My thought process went something like this:
I have a tumor. It feels like it is growing by leaps and bounds. There are several routes that I can go:
- Radiation. Let’s obliterate that tumor. Get rid of it. Be cancer-free. (The tumors in my lungs are either scars or completely stable … cancer-free might be a bit of a stretch, but at least there would be no growing cancer.)
- Go back to Opdivo and wait on a clinical trial to open up in a few months. Opdivo was no longer controlling Wayward Tumor. The tumor that I feel like is growing by leaps and bounds every single day. Why would I want to continue on a treatment that is not controlling the tumor? I want rid of the tumor. Now! A clinical trial is just that – a trial. While my oncologist feels that I am a good candidate, we don’t know (1) if I will even get into the trial and (2) whether I will respond to the trial drugs.
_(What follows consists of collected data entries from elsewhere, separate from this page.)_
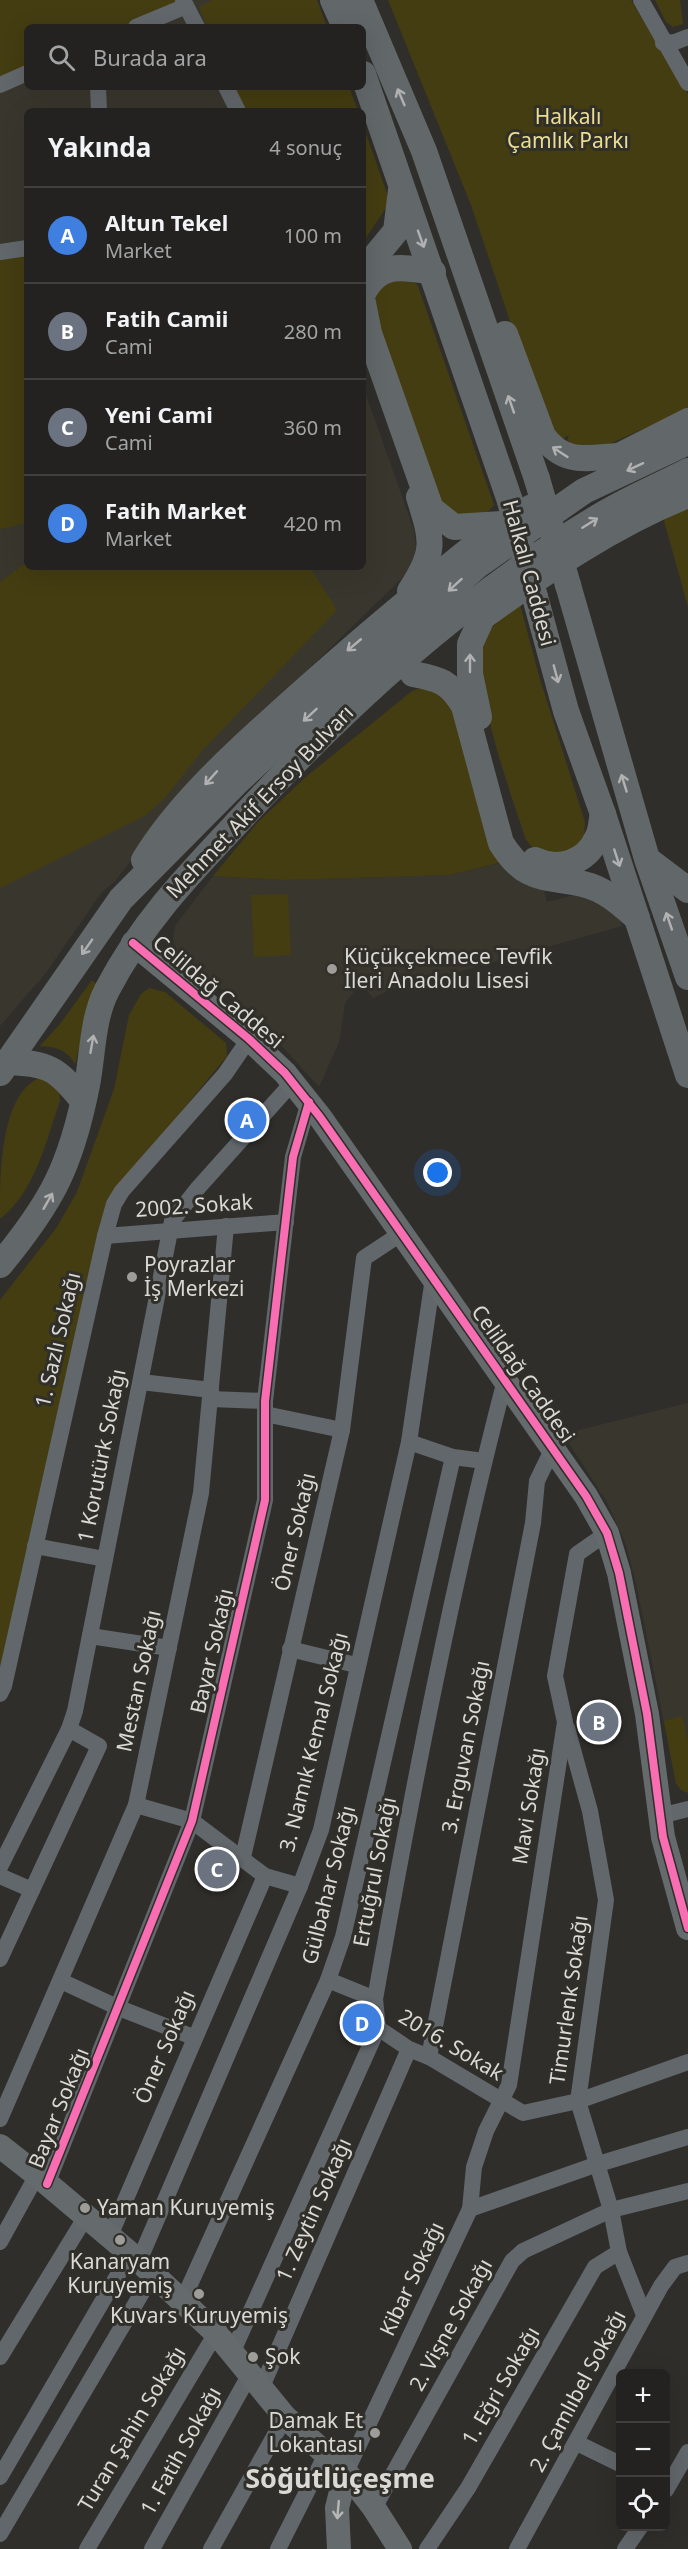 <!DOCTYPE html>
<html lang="tr">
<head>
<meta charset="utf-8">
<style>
  body { margin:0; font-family:"Noto Sans",sans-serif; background:#2f2f2d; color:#f1f3f6 }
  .controls { position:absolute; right:18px; bottom:18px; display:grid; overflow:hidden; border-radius:9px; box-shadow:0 6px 24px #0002 }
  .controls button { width:54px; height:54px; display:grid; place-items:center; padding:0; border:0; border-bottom:2px solid #403f3e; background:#232220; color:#f1f3f6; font:30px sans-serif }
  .you { position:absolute; left:438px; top:1173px; width:21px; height:21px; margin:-15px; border:4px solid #fff; border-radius:50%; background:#1a73e8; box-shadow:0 0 0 9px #1a73e833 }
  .badge { display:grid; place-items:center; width:39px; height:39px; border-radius:50%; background:#8bbbb9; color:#fff; font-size:20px; font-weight:700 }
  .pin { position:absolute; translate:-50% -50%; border:3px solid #fff; box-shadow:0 2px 6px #0006 }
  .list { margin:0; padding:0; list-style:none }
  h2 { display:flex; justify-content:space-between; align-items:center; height:78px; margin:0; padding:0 24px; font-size:26px }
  h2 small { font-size:20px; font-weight:400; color:#a3a4a5 }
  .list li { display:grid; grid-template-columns:39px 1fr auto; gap:18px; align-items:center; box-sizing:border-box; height:96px; padding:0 24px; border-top:2px solid #403f3e }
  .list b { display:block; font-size:22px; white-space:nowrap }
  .list p { margin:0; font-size:20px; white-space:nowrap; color:#a3a4a5 }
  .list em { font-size:20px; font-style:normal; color:#a3a4a5 }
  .icon { flex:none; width:33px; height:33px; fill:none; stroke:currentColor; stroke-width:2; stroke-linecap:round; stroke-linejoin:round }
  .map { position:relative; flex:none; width:688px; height:2549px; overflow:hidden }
  .search { position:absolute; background:#232220; box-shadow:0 6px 24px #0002; left:24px; top:24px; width:342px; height:66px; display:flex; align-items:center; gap:15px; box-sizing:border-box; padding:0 21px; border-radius:9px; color:#a3a4a5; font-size:22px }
  .panel { position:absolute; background:#232220; box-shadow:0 6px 24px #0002; left:24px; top:108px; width:342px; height:462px; border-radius:9px }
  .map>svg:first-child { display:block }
</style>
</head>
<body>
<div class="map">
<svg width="688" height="2549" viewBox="0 0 688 2549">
  <rect width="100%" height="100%" fill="#2f2e2a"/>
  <g fill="#39372d">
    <path d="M0,0H317L327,27H27V87H349L358,111H27V567H363V386L414,530L416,547L413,563L402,578L194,781L115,881L101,893L45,974L0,1026Z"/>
    <path d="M508,861L543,885L547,902L586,892L618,913L622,926L426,981L417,977L373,998L361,983L345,1003L339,1042L319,1087L251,1012L185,961L176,951L173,939L175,926L213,876L284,880L450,875Z"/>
    <path d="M688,1403V1793L681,1790L676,1783L636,1583L625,1542L607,1502L563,1434Z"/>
  </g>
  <g fill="#443d12">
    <path d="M0,0H183L137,27H27V73L0,85Z"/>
    <path d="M213,0H317L327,27H207L199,7Z"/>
    <path d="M388,0H631L688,94V409L598,449L566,444L569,436H566L562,441L542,416L471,205Z"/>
    <path d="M655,0H680L683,24L673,27L666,22Z"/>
    <path d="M232,87H349L358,111H243Z"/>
    <path d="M363,125L390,202L363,242Z"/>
    <path d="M27,253V523L0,529V257Z"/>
    <path d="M412,280L418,286L494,505L481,519L442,512L376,328L373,288L379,281Z"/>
    <path d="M688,507V607L663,517Z"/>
    <path d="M27,562V567H310L337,610L201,752L165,798L146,815L0,888V582Z"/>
    <path d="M520,604L539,676L585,822C585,847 577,847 557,857L535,850L526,840C512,796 466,675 487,635C494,622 509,613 520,604Z"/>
    <path d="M424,687L449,695L503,862L450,875L284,880L213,876L258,822L307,776L412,691Z"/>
    <path d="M288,894L291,955L254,957L251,895Z"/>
    <path d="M92,980L96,984L75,1064C66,1049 56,1047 40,1046L60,1024Z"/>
    <path d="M149,988L165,992L226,1043L227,1056L107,1202L0,1669V1300L57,1227L77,1192L114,1089L129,1015L141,994Z"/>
    <path d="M42,1077L59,1088L60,1101C46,1141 35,1192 0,1219C0,1174 0,1091 42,1077Z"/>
    <path d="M682,1716L688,1741V1793L681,1790L676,1783L664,1721Z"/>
  </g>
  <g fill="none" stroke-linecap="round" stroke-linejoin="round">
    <g stroke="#62676b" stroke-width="16">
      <path d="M183,0L197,27"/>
      <path d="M641,0L688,83"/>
      <path d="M136,27L186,6"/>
      <path d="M663,43L675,42L688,37"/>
      <path d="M0,85L27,73"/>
      <path d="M98,87L99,111"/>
      <path d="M226,87L238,111"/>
      <path d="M0,252L27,248"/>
      <path d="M105,1236L286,1222"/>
      <path d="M141,1382L211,1390"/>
      <path d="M210,1399L265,1401"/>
      <path d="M265,1414L342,1430"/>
      <path d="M409,1442L453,1457L484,1461"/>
      <path d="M35,1546L105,1559"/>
      <path d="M90,1636L169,1648"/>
      <path d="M290,1649L356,1665"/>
      <path d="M0,1694L4,1686L105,1236L114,1204L122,1191L225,1074L249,1039"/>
      <path d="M567,1728L590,1811L606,1900L578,2101L611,2210L619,2252L644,2315"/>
      <path d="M136,1805L192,1821L265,1876L300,1886"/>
      <path d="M660,1816L688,1809"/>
      <path d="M243,1857L342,1430L364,1258L402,1233"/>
      <path d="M0,1867L69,1729L75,1711L172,1221L198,1188L293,1082"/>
      <path d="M0,1876L32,1890"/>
      <path d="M0,1959L99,1746L69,1729"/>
      <path d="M328,1980L375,1999"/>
      <path d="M61,1981L119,2008L193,2037"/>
      <path d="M378,2028L409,2049L429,2057L523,2113L578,2101L688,2062"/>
      <path d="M429,2057L533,1523L537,1481L553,1448"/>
      <path d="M0,2119L136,1805L201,1493L226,1226"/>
      <path d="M47,2184L192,1821L265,1500V1401L293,1157L309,1102"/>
      <path d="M470,2209L595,2165L688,2137"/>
      <path d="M109,2238L265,1876"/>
      <path d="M0,2242L37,2175"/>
      <path d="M139,2261L300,1886L321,1830L409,1442L433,1278"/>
      <path d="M182,2302L328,1980L343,1937L453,1457"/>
      <path d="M233,2351L378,2028L375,1999C412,1792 452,1584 505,1380"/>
      <path d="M0,2357L85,2218"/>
      <path d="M261,2389L409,2049"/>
      <path d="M577,2443L620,2464"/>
      <path d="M346,2472L470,2209L474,2167L486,2131L509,2085L565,1722L555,1676L577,1554L607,1533"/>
      <path d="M0,2477L130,2254"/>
      <path d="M666,2490L688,2452"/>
      <path d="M374,2508L512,2261L523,2251L611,2210L688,2191"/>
      <path d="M0,2534L153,2274"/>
      <path d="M87,2549L216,2333"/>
      <path d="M152,2549L250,2374"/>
      <path d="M211,2549L285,2417"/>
      <path d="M278,2549L326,2454"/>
      <path d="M427,2549L468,2488L595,2267L619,2252"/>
      <path d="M517,2549L661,2286L675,2267L688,2263"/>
      <path d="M625,2549L641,2526"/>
    </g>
    <g stroke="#656a6c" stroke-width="24">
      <path d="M133,943L249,1039L285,1073L320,1117L586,1496L607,1533L619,1573L647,1714L663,1837L688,1928"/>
      <path d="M0,2146L37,2175L139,2261L216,2333L285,2417L346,2472L374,2508L400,2549"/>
      <path d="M339,2549L337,2508L346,2472"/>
    </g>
    <g stroke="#62686a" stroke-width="26">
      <path d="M333,0L345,27"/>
      <path d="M360,0L424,151L537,479"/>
      <path d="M363,74L510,501"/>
      <path d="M363,271L396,231L401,190"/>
      <path d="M363,293C379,261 403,267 433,272"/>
      <path d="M363,303L369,333L431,509L454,527L502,524"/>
      <path d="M505,334L543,436C564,465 586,458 617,456"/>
      <path d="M607,462L688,421"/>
      <path d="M568,585L647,859L688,977"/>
      <path d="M410,591C436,550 433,542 419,497"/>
      <path d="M535,597L566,711L603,814L688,1075"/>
      <path d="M481,618C546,571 613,525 688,495"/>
      <path d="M413,674C440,679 450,682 464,706L501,843C526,883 543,875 583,884C605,889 621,904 637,918"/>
      <path d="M479,717L470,674V644L482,618"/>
      <path d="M144,860C176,808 223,764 268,723C310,685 352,648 395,612C439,575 482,536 532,507"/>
      <path d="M535,860C558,871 586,863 597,838C601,832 601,822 603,814"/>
      <path d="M648,860L688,890"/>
      <path d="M6,1062C48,1063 57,1068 83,1101"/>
      <path d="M0,1073L121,899L236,783L336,690L478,565L584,491L688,442"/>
      <path d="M0,1265C52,1202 71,1166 87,1085C93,1054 92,1019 107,990C142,923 187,876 238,822C346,705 467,594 605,513C632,497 661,485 688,471"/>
    </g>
    <g stroke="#62686a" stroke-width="26">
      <path d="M537,479L568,585"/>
      <path d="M510,501L535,597"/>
    </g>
    <defs>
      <g id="cycleway">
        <path d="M133,943L249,1039L285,1073L320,1117L586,1496L607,1533L619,1573L647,1714L663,1837L688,1928"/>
        <path d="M47,2184L192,1821L265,1500V1401L293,1157L309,1102"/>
      </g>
    </defs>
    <use href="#cycleway" stroke="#302f29" stroke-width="11"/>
    <use href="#cycleway" stroke="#f96db3" stroke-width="8"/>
  </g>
  <defs><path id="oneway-shaft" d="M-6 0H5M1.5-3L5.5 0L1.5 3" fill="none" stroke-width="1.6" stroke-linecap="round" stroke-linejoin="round" transform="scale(1.5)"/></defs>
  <g stroke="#b0b1b0">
    <use href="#oneway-shaft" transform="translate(401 97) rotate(-113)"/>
    <use href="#oneway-shaft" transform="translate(421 239) rotate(70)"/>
    <use href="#oneway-shaft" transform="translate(511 404) rotate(-109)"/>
    <use href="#oneway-shaft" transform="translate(560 452) rotate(-147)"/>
    <use href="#oneway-shaft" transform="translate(635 467) rotate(155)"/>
    <use href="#oneway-shaft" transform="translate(590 523) rotate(-32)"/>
    <use href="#oneway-shaft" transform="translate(455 585) rotate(138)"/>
    <use href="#oneway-shaft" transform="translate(354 645) rotate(140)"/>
    <use href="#oneway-shaft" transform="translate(470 663) rotate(-90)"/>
    <use href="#oneway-shaft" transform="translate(556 674) rotate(75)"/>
    <use href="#oneway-shaft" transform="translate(310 715) rotate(137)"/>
    <use href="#oneway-shaft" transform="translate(211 778) rotate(132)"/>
    <use href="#oneway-shaft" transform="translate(624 783) rotate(-107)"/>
    <use href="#oneway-shaft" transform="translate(617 858) rotate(72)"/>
    <use href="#oneway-shaft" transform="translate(669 921) rotate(-109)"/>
    <use href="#oneway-shaft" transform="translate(87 947) rotate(125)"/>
    <use href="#oneway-shaft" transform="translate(92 1044) rotate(-80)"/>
    <use href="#oneway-shaft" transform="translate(48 1201) rotate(-60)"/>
  </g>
  <use stroke="#b7b8b6" href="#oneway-shaft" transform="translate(338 2510) rotate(95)"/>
  <g fill="#9e9d99" stroke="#302f29" stroke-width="2">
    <circle cx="332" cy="969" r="6"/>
    <circle cx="132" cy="1277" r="6"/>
    <circle cx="85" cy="2208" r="6"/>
    <circle cx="120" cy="2240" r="6"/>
    <circle cx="199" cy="2294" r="6"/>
    <circle cx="253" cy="2357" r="6"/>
    <circle cx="375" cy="2433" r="6"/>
  </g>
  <g text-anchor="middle" stroke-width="6" stroke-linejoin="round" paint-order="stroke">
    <g font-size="21" fill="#ebdd91" stroke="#302f29">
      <text x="568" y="124">Halkalı<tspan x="568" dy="24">Çamlık Parkı</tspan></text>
    </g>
    <g font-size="21" fill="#dad9d5" stroke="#302f29">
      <text transform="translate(529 573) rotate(75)" y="7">Halkalı Caddesi</text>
      <text transform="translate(260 802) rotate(-46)" y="7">Mehmet Akif Ersoy Bulvarı</text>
      <text transform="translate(218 992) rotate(40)" y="7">Celildağ Caddesi</text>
      <text transform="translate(194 1206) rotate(-4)" y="7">2002. Sokak</text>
      <text transform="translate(58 1340) rotate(-77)" y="7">1. Sazlı Sokağı</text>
      <text transform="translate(523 1374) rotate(55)" y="7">Celildağ Caddesi</text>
      <text transform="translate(102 1456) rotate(-79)" y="7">1 Korutürk Sokağı</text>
      <text transform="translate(295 1532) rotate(-77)" y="7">Öner Sokağı</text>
      <text transform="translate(212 1651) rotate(-77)" y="7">Bayar Sokağı</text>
      <text transform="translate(139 1681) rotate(-78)" y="7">Mestan Sokağı</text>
      <text transform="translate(314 1742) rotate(-76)" y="7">3. Namık Kemal Sokağı</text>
      <text transform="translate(466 1747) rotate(-79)" y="7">3. Erguvan Sokağı</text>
      <text transform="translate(529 1806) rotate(-81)" y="7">Mavi Sokağı</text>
      <text transform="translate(375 1872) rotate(-79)" y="7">Ertuğrul Sokağı</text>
      <text transform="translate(329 1885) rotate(-76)" y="7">Gülbahar Sokağı</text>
      <text transform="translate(569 2000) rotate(-82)" y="7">Timurlenk Sokağı</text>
      <text transform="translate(451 2045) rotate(31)" y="7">2016. Sokak</text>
      <text transform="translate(165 2047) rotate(-67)" y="7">Öner Sokağı</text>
      <text transform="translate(59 2108) rotate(-68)" y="7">Bayar Sokağı</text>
      <text transform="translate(314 2210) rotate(-66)" y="7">1. Zeytin Sokağı</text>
      <text transform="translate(412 2279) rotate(-65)" y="7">Kibar Sokağı</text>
      <text transform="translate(451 2325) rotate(-61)" y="7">2. Vişne Sokağı</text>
      <text transform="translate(501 2386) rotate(-60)" y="7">1. Eğri Sokağı</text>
      <text transform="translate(578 2391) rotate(-62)" y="7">2. Çamlıbel Sokağı</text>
      <text transform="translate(132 2429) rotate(-59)" y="7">Turan Şahin Sokağı</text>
      <text transform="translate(181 2451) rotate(-61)" y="7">1. Fatih Sokağı</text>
    </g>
    <g font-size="21" fill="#dad9d5" stroke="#302f29" text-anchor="start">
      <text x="344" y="964">Küçükçekmece Tevfik<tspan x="344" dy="24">İleri Anadolu Lisesi</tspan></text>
      <text x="144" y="1272">Poyrazlar<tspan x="144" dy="24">İş Merkezi</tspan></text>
      <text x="97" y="2215">Yaman Kuruyemiş</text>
      <text x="120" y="2269" text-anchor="middle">Kanaryam<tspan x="120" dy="24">Kuruyemiş</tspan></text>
      <text x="199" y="2323" text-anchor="middle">Kuvars Kuruyemiş</text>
      <text x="265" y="2364">Şok</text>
      <text x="363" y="2428" text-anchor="end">Damak Et<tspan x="363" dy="24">Lokantası</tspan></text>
    </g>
    <g font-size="27" font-weight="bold" fill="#dad9d5" stroke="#302f29">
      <text x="340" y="2488">Söğütlüçeşme</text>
    </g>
  </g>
</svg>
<div class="controls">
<button>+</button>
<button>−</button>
<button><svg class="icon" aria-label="locate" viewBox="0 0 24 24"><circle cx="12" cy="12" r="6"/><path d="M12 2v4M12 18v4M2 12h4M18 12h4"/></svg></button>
</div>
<div class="you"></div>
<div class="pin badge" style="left:247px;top:1120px;background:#3f7fe0">A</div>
<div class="pin badge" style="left:599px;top:1722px;background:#6b7280">B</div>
<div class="pin badge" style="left:217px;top:1869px;background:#6b7280">C</div>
<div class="pin badge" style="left:362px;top:2023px;background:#3f7fe0">D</div>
<div class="search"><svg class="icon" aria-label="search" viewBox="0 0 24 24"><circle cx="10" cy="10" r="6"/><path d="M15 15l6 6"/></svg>Burada ara</div>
<section class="panel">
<h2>Yakında<small>4 sonuç</small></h2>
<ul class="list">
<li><span class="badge" style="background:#3f7fe0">A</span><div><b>Altun Tekel</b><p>Market</p></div><em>100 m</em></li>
<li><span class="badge" style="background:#6b7280">B</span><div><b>Fatih Camii</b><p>Cami</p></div><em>280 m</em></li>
<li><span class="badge" style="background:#6b7280">C</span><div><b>Yeni Cami</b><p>Cami</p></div><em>360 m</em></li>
<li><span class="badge" style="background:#3f7fe0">D</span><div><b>Fatih Market</b><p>Market</p></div><em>420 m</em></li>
</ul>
</section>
</div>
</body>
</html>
As I said, I wasn’t able to discuss these thoughts with my medical oncologist. In my mind, there was only one route to go: the route that potentially obliterated the tumor; got rid of the offender NOW!
With trepidation, but only because I feared making my medical oncologist mad at me, I made my decision. I wanted to go with radiation. I was and am willing to live with the consequences if I have made the wrong decision.